What does this mean? To prevent the destruction of the dollar's hegemony, the United States has established three criteria. If a country meets these three criteria, the U.S. will include it in the watch list and issue a warning. What are the three criteria?
Japan is included in the "Foreign Exchange Monitoring List"
The first is that the country has a trade surplus with the United States exceeding $15 billion; the second is that the country's current account surplus exceeds 3% of GDP, and the third is that the country continuously and unilaterally intervenes in the foreign exchange market, with a net foreign currency purchase volume exceeding 2% of the country's GDP.
From the current situation, although Japan has not triggered two of the three criteria, due to the restrictions set by the United States, the Bank of Japan is only allowed to intervene in the foreign exchange market with $84.2 billion in currency intervention each year.
According to the latest report on international capital flows, in April, the Bank of Japan had already sold tens of billions of dollars in U.S. Treasury bonds, bought yen assets, and intervened in the exchange rate. Therefore, the quota left for the Bank of Japan is only about $22 billion.
The Bank of Japan sells U.S. debt to save the yen
So, you see, although Japan has more than $1 trillion in U.S. Treasury bonds, can Japan actually freely sell U.S. debt? No way, if Japan sells too much U.S. debt, the United States will label you as a "currency manipulator."
Even if you sell U.S. debt to save your country's currency, you will also be included in the "currency manipulator" and thus become a thorn in the United States' side.
For the Japanese government, due to the existence of the Japan-U.S. Security Treaty, the Japanese have actually regarded the United States as their military protector country, so does Japan dare to protest against the United States? I don't think so.The existence of the Japan-US Security Treaty has made Japan a vassal of the United States. Consequently, countries including China, Germany, Singapore, Vietnam, and now the newly added Japan, have been placed on the US foreign exchange monitoring list, becoming thorns in the US's side, which has brought instability to the yen exchange rate.

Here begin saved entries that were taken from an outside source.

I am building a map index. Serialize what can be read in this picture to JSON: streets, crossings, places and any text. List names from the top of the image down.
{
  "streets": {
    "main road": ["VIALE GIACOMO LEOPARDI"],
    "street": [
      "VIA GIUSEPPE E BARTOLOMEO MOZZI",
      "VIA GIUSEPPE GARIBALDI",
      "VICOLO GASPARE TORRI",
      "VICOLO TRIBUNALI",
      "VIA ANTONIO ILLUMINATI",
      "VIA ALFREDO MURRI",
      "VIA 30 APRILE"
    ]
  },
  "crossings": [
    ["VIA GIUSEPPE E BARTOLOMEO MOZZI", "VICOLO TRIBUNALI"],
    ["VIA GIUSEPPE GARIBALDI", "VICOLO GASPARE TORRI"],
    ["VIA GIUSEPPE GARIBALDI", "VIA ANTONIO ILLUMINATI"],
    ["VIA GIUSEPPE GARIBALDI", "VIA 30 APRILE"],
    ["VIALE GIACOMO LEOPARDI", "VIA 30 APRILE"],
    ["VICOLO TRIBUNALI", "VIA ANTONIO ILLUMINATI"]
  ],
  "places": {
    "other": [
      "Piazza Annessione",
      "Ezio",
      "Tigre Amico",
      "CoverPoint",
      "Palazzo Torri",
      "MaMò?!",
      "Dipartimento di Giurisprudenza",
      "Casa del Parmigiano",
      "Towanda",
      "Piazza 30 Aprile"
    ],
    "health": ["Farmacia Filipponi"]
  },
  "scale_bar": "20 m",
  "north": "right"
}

In summary, with the continuous postponement of the Federal Reserve's interest rate cut expectations, the strength of the US dollar has directly led to the devaluation of yen assets, the collapse of the Japanese currency, and the exchange rate has fallen to the level of 1986.
However, fundamentally, Japan's monetary system determines that the Bank of Japan is powerless against the flow of international capital. International capital can come and go as it pleases, causing a huge impact on Japan's domestic financial ecosystem.

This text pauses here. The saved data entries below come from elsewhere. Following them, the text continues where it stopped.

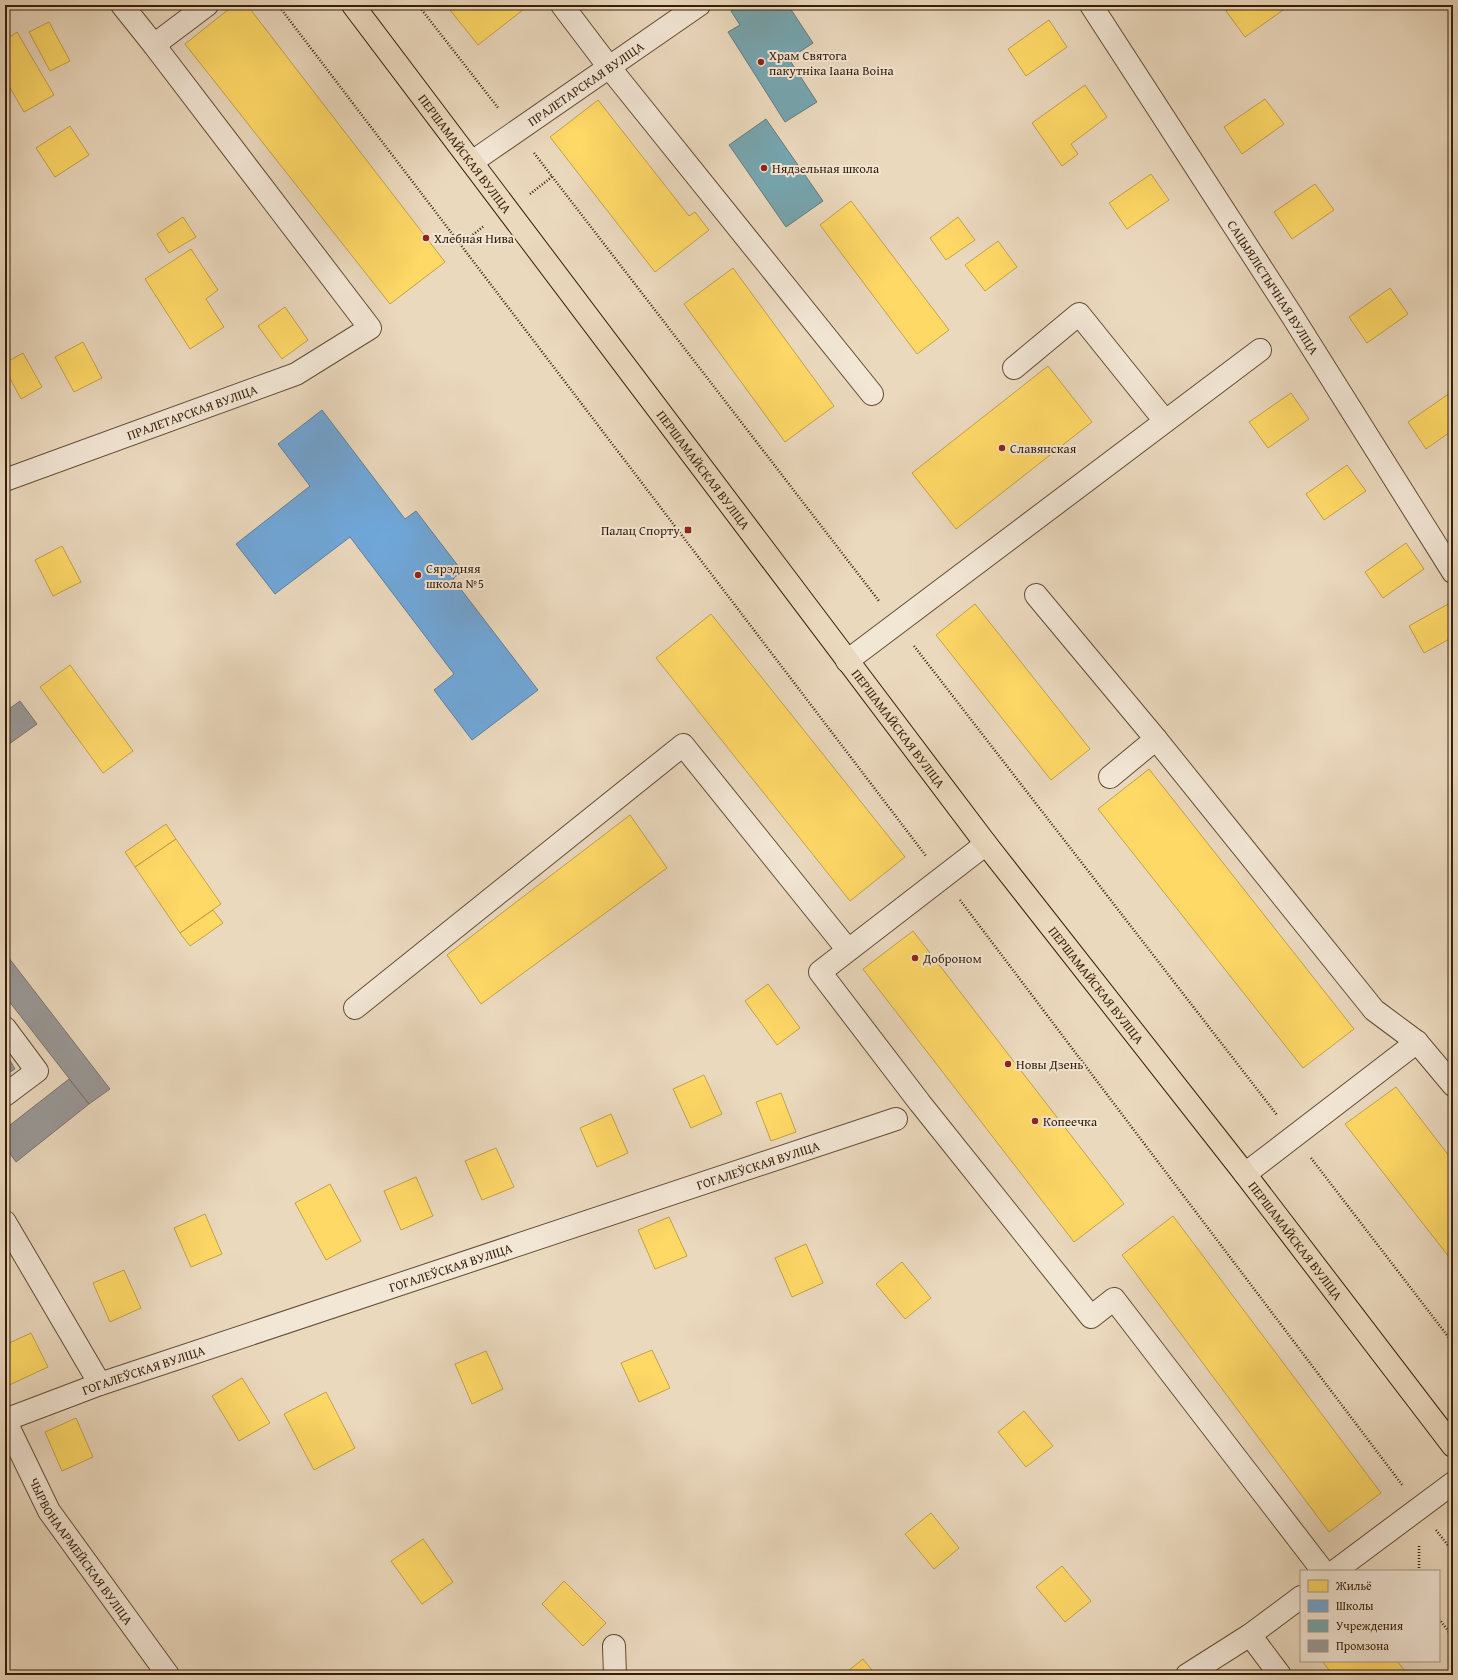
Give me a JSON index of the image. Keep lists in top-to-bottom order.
{
  "streets": {
    "main road": ["ПЕРШАМАЙСКАЯ ВУЛІЦА"],
    "street": [
      "ПРАЛЕТАРСКАЯ ВУЛІЦА",
      "САЦЫЯЛІСТЫЧНАЯ ВУЛІЦА",
      "ГОГАЛЕЎСКАЯ ВУЛІЦА",
      "ЧЫРВОНААРМЕЙСКАЯ ВУЛІЦА"
    ]
  },
  "crossings": [
    ["ПРАЛЕТАРСКАЯ ВУЛІЦА", "ПЕРШАМАЙСКАЯ ВУЛІЦА"],
    ["ГОГАЛЕЎСКАЯ ВУЛІЦА", "ЧЫРВОНААРМЕЙСКАЯ ВУЛІЦА"]
  ],
  "places": {
    "other": [
      "Храм Святога пакутніка Іаана Воіна",
      "Нядзельная школа",
      "Хлебная Нива",
      "Славянская",
      "Сярэдняя школа №5",
      "Доброном",
      "Новы Дзень",
      "Копеечка"
    ],
    "transit": ["Палац Спорту"]
  },
  "legend": [
    "Жильё",
    "Школы",
    "Учреждения",
    "Промзона"
  ]
}
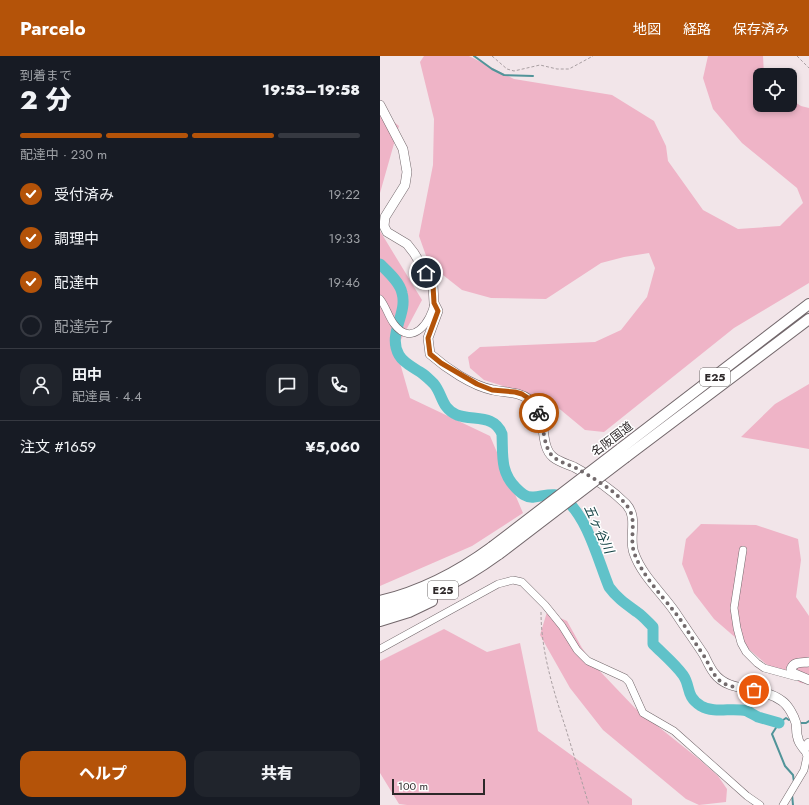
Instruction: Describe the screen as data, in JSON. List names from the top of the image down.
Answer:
{
  "streets": {
    "highway": ["E25", "名阪国道"]
  },
  "water": ["五ヶ谷川"],
  "scale_bar": "100 m",
  "page": {
    "header": "Parcelo",
    "nav": ["地図", "経路", "保存済み"],
    "heading": ["2 分", "到着まで", "19:53–19:58"],
    "panel": [
      "田中",
      "配達員 · 4.4",
      "注文 #1659",
      "¥5,060"
    ],
    "bar": "配達中 · 230 m",
    "list": [
      ["受付済み", "19:22"],
      ["調理中", "19:33"],
      ["配達中", "19:46"],
      "配達完了"
    ],
    "buttons": ["ヘルプ", "共有"],
    "scale": "100 m"
  }
}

Although the devaluation of the yen is beneficial for the export of Japanese companies, the downside is that yen assets are not valuable, and Japan's GDP, when settled in US dollars, is shrinking. This is actually detrimental to Japan in the long term.

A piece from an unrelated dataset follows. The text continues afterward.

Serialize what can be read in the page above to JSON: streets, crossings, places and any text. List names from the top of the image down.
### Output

The United States has had a huge impact on Japan's finance.
However, despite this, due to the "rules and regulations" set by the United States, the Japanese government, although verbally claiming to intervene in the exchange rate, really has very few cards left to play.
After all, those who can become decision-makers of a country like Japan are not simple characters. If it were not for the restraint of the United States and some international financial groups, would the Japanese government and central bank be so foolish as not to save the market? It is unlikely.
Therefore, a country's financial security is highly related to its sovereignty. Being dependent on the United States for military protection, like Japan, inevitably leads to the "fall" in the financial and political fields, being highly influenced by the will of the United States.